Dann war da Maria Gorand, diese geschwätzige Ziege. Ihr Leben war der Tratsch und nichts und niemand war vor ihrer spitzen Zunge sicher. Ganz am Anfang ihrer Beziehung hätte sie Achim und Gesa mit ihren Geschichten beinahe auseinander gebracht und seit der Trennung grinste sie jedes Mal besonders anzüglich, wenn sie Gesa begegnete. Kein Wunder, dass ihr Mann die meiste Zeit des Jahres zur Kur war. Gerade vor 2 Wochen hatte Gesa ihn wieder einmal abreisen sehen.

Gesas neue Wohnung war eine helle Zwei-Zimmerwohnung mit Küche, Diele und Bad. Am besten gefiel Gesa der Erker in ihrem Wohnzimmer. In ihn hatte sie sich sofort verliebt. Nun stand dort ein breiter, bequemer Sessel und Gesa hatte die meisten Nächte seit ihrem Einzug damit verbracht, die Wohnungen in dem Wohnblock gegenüber mit einem Fernglas zu beobachten. Mittlerweile war das allabendliche Fernglas-Gucken schon nahezu eine Sucht geworden. Was Gesa durch das Fernglas sah, war besser, als jede Soap oder jeder Krimi im Fernsehen. Und dabei waren Krimis Gesas Leidenschaft.

Neben dem Spielen hatte sie die meisten Abende mit Achim auf der Couch gelegen und TV-Krimis geguckt. Gesa liebt es, den Kommissaren bei der Aufklärung ihrer Fälle zuzusehen. Aber noch mehr liebte sie die Verbrecher und deren Einfallsreichtum. Es gab nur wenige Todesarten und Motive, die Gesa noch nicht im Fernsehen bewundert hatte. Besonders wenn es ums Erschießen ging, war Gesa in ihrem Element. Sie war seit einigen Jahren Mitglied in einem Schiesssportverein und wusste, wie man Waffen richtig hielt oder welche Waffen für welche Zwecke genutzt wurden. Damit wusste sie mehr als mancher Regisseur oder Schauspieler, was Gesa immer wieder mit Bedauern feststellte.

Die letzte Zeit blieb der Fernseher aus. Gesa empfand eine diebische Freude daran, die Menschen im Block gegenüber bei ihren Alltäglichkeiten zu beobachten. Allerdings hatte sie so auch über Markus Michels aus dem zweiten Stock erfahren, dass er seine Freundin, mit der er eine Fernbeziehung führte, mit einer anderen Frau betrog. Er hatte immer so souverän und anständig gewirkt. Einmal war Gesa von der Tagschicht nach Hause gekommen und hatte im Treppenhaus eine Spur aus Rosenblättern gefunden, die zu Markus Michels’ Haustür führten.

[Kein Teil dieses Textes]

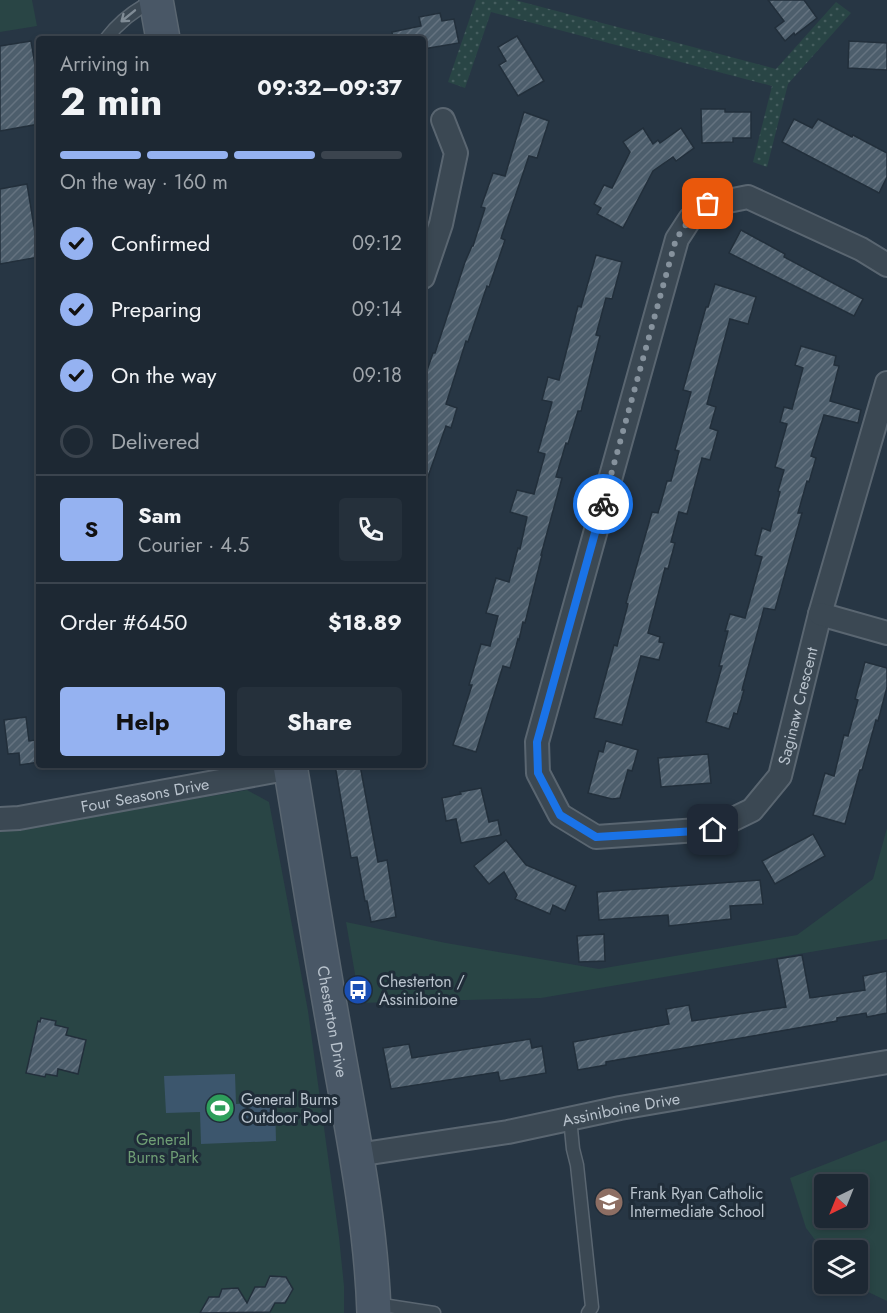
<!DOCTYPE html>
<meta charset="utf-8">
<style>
body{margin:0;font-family:Jost,sans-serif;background:#25303b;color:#f1f3f6;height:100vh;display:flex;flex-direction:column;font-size:22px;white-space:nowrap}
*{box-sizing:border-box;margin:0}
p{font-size:20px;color:#a0a6ac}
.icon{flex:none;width:33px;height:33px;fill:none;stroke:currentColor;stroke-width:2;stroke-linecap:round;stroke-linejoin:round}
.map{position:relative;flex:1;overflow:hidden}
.details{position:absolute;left:36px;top:36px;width:390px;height:732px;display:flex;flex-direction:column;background:#1d2833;border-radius:6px;box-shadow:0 3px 9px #0003,0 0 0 2px #3b444e}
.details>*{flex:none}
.needle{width:39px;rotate:223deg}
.buttons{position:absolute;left:814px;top:1174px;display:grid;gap:12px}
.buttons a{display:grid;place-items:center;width:54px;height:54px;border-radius:6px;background:#1d2833;box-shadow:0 3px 9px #0003,0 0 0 2px #3b444e;font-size:30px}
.pin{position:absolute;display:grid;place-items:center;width:51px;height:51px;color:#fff;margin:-26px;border-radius:12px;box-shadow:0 3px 9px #0006}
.courier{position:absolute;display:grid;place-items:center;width:60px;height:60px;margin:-30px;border:4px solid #1a73e8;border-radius:50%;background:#fff;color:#222;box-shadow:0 2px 8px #0007}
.summary em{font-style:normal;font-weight:700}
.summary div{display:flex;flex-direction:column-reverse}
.summary{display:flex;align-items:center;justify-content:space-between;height:102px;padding:0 24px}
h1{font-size:39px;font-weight:700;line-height:45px}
.bar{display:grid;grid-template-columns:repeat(4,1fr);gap:9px 6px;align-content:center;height:72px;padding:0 24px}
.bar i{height:8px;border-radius:4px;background:#3b444e}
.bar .selected{background:#95b2f1}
.bar p{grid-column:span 4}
.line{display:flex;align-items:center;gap:15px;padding:0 24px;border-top:2px solid #3b444e}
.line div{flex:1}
.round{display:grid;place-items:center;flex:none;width:63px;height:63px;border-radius:6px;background:#25303b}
ol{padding:0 24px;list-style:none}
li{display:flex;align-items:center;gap:18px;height:66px}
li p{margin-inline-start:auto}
li .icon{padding:6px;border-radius:50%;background:#95b2f1;color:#111;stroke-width:4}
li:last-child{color:#a0a6ac}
li i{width:33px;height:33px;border:3px solid #3b444e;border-radius:50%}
.primary-button{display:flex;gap:12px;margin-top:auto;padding:12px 24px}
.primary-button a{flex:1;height:69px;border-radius:6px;background:#95b2f1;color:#111;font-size:24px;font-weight:700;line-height:69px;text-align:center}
.primary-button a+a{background:#25303b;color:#f1f3f6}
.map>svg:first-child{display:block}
.grass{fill:url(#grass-dots)}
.park{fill:#294545;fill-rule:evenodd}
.water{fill:#3c566d}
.building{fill:url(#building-hatch);stroke:#222f3b;stroke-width:1.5}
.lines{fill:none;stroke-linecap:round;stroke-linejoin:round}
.lane-casing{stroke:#5a6671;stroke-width:15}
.street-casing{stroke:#5a6671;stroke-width:26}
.secondary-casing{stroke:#5a6671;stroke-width:36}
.lane{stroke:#3b4853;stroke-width:12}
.street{stroke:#3b4853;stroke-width:22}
.secondary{stroke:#495766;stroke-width:33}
.oneway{stroke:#808c96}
.done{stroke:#86929d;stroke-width:6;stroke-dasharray:0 10.8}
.route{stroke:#1a73e8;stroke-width:8}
.labels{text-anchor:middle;stroke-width:6;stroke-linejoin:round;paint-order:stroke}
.street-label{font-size:16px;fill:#b9c3cd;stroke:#202d39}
.poi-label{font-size:16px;fill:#b9c3cd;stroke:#202d39;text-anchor:start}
.park-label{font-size:16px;fill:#6f9e75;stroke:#202d39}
</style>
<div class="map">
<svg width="887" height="1313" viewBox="0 0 887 1313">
<defs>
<pattern id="grass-dots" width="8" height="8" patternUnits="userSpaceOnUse" patternTransform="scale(1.5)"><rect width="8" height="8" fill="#294545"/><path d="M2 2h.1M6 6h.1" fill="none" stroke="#465e5f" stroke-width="1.8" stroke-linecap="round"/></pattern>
<pattern id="building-hatch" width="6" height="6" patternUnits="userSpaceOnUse" patternTransform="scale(1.5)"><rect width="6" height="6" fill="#4d5e6c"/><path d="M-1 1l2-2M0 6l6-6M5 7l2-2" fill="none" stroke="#657380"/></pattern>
</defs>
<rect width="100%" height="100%" fill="#273644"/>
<!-- grass -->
<polygon class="grass" points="476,0 515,0 776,69 836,2 851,13 788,84 767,167 753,162 772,86 491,12 465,88 448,82"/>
<!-- park -->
<g class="park">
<polygon points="0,0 32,0 37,26 0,32"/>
<polygon points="247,790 269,802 308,1011 339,1237 344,1286 344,1313 0,1313 0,832"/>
<polygon points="887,828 887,939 541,998 360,1003 346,922 446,943 599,969 797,935 873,879"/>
<path d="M887 1140V1301L864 1290 857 1284 858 1251H825V1253L806 1228 790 1178ZM825 1185H858V1218H825Z"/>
</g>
<!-- water -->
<polygon class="water" points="235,1074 236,1104 275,1102 276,1141 201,1144 200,1112 166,1113 164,1076"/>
<!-- building -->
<g class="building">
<polygon points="768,0 804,0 817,18 795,35 794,33 785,41 775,28 784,21"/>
<polygon points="440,13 442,21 454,19 459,43 423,49 423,39 393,39 392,32 421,26 419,17"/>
<polygon points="517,36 544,81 518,96 499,65 506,61 498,47"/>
<polygon points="31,41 39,89 39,124 0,131 0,46"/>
<polygon points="849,41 887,43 887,70 848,68"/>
<polygon points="701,109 725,109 725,112 751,112 751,138 733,138 733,142 702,143"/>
<polygon points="524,112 549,121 537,158 529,156 501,238 505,240 489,287 487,286 468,342 466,341 446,404 457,408 451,428 446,426 425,485 423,484 423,382 433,353 435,353 465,262 472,246 473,246 485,208 481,207 493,173 505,176"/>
<polygon points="794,119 812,128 818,119 852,137 853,135 887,153 887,177 879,193 782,142"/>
<polygon points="643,128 653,144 658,140 660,143 681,128 694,148 676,161 673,157 653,171 623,228 597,214 601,208 594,204 604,185 612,188 630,152 623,142"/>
<polygon points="27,184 39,257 0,264 0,189"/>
<polygon points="741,230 785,254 784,257 863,299 854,316 729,253"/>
<polygon points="596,255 622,262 612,299 606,298 596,335 600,336 581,411 578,411 568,444 566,443 556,477 562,478 541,555 542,555 525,623 523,622 519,640 518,639 510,668 503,666 476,752 453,745 472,685 469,685 481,644 490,646 498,616 486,613 496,578 509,582 518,548 520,549 527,517 510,512 517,490 534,494 545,454 538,452 552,402 542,400 548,377 559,380 578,306 581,307"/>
<polygon points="715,284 756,297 748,324 730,319 707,404 716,407 710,428 718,431 710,460 702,458 687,514 679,512 671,542 675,543 668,569 665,568 648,633 660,637 659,642 664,643 659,660 641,656 622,725 594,718 614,645 617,646 628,604 626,603 652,512 658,513 667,481 671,481 679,451 675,450 691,392 683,390 706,307 708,307"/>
<polygon points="801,346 836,356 834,365 839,366 830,401 861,410 858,423 824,415 811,456 816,458 809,482 807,481 798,513 802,513 775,610 764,608 742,690 744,690 737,714 734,713 729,729 706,722 722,666 719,666 728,631 725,631 730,614 745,618 762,557 755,555 762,528 770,531 780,492 778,491 784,470 775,467 787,424 780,422 784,407 792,409 803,368 795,365"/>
<polygon points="865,662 887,668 887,687 878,721 876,720 862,770 860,770 845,824 813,815 825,773 834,776 844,735 848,736 858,700 855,699"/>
<polygon points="26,717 29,741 36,740 39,762 20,765 19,753 8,754 4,720"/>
<polygon points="606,741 638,750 632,771 628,770 620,798 612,799 588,793 599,751 603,752"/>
<polygon points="708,754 711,783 661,787 658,758"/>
<polygon points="335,765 360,765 378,862 387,860 396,917 371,922 367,901 365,901 357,857 351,858"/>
<polygon points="481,788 489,822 498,820 501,835 461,843 456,819 446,821 442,798 461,794 460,792"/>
<polygon points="813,834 825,856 775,884 762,861"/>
<polygon points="506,840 526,865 576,886 565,911 553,905 550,914 515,899 517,895 504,872 489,884 474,866"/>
<polygon points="760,880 763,904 730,906 731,919 669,926 668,915 599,920 597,892"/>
<polygon points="604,934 605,961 579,962 577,936"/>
<polygon points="802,955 810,998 865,990 863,976 887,971 887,1013 867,1017 866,1013 837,1018 837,1021 606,1062 606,1065 578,1070 573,1042 669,1024 666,1009 689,1005 692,1021 786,1007 777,959"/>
<polygon points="41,1018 56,1021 55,1025 68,1028 66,1035 86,1040 78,1074 58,1069 57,1076 46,1074 45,1077 26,1073 38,1021 40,1022"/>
<polygon points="530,1039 532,1048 542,1046 546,1073 500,1081 498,1072 391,1089 383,1048 409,1044 412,1058"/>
<polygon points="270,1276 286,1277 293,1289 285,1303 275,1303 270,1312 200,1313 209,1297 219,1297 222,1289 238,1288 247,1303 255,1287 265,1287"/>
</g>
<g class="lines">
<!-- lane casing -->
<g class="lane-casing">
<g id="lane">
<path d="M106 39C119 22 134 10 153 1"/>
<polyline points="570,1118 573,1149 577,1165 592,1307 588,1313"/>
<polyline points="376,1304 434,1313"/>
</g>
</g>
<!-- street casing -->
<g class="street-casing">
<g id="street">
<path id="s1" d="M887 265 861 249 748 197 708 205 690 219 677 239 537 742 538 773 560 815 596 837 713 829 752 810 780 776 820 614 887 383"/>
<polyline points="423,277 441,224 456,153 443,120"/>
<polyline points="820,614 887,633"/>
<path id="s2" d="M0 819 19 818 291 768"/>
<path id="s3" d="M357 1155 508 1132 620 1108 887 1062"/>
</g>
</g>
<!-- secondary casing -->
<g class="secondary-casing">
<g id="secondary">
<polyline points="156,0 163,39"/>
<path id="s4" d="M290 765C305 855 319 945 335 1034 351 1126 371 1219 374 1313"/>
</g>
</g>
<!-- lane -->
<use href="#lane" class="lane"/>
<!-- street -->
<use href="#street" class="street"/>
<!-- secondary -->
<use href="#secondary" class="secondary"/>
</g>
<!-- one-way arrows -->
<defs><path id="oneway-shaft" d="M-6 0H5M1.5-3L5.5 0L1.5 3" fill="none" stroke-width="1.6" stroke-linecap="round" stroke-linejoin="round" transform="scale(1.5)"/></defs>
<use class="oneway" href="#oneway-shaft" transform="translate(128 16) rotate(141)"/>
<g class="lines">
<!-- done -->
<polyline class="done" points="603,504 676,239 690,219 708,204"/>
<!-- route -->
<polyline class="route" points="603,504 537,742 538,773 560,815 596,837 713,830"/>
</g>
<!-- icons -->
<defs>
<g id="bus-disc" transform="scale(1.5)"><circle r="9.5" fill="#1a4fb4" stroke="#202d39"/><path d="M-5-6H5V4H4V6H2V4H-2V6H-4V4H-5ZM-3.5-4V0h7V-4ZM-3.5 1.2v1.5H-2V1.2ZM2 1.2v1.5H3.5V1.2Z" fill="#fff"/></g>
<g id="stadium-disc" transform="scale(1.5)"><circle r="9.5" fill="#2e9e5b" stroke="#202d39"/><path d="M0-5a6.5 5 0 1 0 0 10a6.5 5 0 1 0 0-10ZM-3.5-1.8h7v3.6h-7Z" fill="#fff"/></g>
<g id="school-disc" transform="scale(1.5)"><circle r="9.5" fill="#8d6e63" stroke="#202d39"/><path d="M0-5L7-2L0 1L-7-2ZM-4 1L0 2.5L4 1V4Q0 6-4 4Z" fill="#fff"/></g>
</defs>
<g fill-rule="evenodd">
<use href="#bus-disc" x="358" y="990"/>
<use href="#stadium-disc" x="220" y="1108"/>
<use href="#school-disc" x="609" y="1202"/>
</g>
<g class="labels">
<!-- street labels -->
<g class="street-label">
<text dy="6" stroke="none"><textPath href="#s1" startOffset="1162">Saginaw Crescent</textPath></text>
<text dy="6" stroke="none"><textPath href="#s2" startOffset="147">Four Seasons Drive</textPath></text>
<text dy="6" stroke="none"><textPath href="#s4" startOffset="260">Chesterton Drive</textPath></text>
<text dy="6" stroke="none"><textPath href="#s3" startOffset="268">Assiniboine Drive</textPath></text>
</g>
<!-- poi labels -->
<g class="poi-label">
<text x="379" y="987">Chesterton /<tspan x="379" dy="18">Assiniboine</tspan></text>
<text x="241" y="1105">General Burns<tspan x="241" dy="18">Outdoor Pool</tspan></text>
<text x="630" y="1199">Frank Ryan Catholic<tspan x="630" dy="18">Intermediate School</tspan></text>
</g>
<!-- park labels -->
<g class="park-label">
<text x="163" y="1145">General<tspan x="163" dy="18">Burns Park</tspan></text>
</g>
</g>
</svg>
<div class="buttons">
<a><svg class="needle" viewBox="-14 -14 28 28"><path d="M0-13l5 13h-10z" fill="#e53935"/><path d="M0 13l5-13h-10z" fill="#a0a6ac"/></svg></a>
<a><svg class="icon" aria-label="layers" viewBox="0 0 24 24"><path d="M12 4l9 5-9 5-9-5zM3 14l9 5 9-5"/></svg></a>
</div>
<div class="pin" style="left:708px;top:204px;background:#ea580c"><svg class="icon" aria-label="bag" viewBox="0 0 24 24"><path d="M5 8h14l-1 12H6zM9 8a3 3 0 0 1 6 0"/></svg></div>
<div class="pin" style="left:713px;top:830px;background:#1f2937"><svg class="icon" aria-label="home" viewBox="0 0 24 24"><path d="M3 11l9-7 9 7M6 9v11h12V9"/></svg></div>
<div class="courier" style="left:603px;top:504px"><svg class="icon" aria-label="bike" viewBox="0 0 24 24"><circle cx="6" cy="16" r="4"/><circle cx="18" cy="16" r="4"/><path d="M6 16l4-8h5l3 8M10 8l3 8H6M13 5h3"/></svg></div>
<section class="details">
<div class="summary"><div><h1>2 min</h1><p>Arriving in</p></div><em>09:32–09:37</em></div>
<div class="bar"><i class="selected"></i><i class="selected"></i><i class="selected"></i><i></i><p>On the way · 160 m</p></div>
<ol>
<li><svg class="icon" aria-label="check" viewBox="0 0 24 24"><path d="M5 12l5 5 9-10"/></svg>Confirmed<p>09:12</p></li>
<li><svg class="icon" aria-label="check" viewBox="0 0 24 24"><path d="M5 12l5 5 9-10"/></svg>Preparing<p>09:14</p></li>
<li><svg class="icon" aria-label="check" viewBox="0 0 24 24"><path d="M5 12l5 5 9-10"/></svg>On the way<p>09:18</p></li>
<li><i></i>Delivered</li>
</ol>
<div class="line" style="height:108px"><b class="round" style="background:#95b2f1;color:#111">S</b><div><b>Sam</b><p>Courier · 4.5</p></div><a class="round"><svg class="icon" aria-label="phone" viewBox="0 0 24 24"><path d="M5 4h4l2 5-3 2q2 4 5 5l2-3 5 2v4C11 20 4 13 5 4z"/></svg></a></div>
<div class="line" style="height:78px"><div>Order #6450</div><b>$18.89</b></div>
<div class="primary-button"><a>Help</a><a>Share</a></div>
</section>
</div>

Er hatte sie für seine Freundin vorbereitet, verriet er Gesa am nächsten Tag, als sie sich zufällig an den Mülltonnen trafen. Jetzt fragte sich Gesa, welche Freundin er damit gemeint hatte.

In ihrer Wohnung angekommen, ging Gesa direkt ins Wohnzimmer, um für ihre allabendliche Geräuschkulisse zu sorgen: Dire Straits. Natürlich waren Dire Straits heutzutage nicht mehr wirklich hip, aber mit ihren 39 Jahren konnte Gesa gut dazu stehen, nicht mehr die Charts rauf und runter zu hören. Dire Straits, diese Band war einfach ihre Musik. Sie kannte nahezu jedes Lied auswendig und hatte in ihrer alten Wohnung oft beim Kochen bei ihren Lieblingsstücken laut mitgesungen. Allerdings nur, wenn Achim nicht da gewesen war, er hatte Heavy Metal bevorzugt. Gesas Lieblingsstück war „Sultans of swing“ und auch wenn sie es schon unendliche Male gehört hatte, wusste sie, dass sie es sich niemals würde überhören können. Sie war nun einmal eine treue Seele. Bei Männern und Musikern ganz besonders.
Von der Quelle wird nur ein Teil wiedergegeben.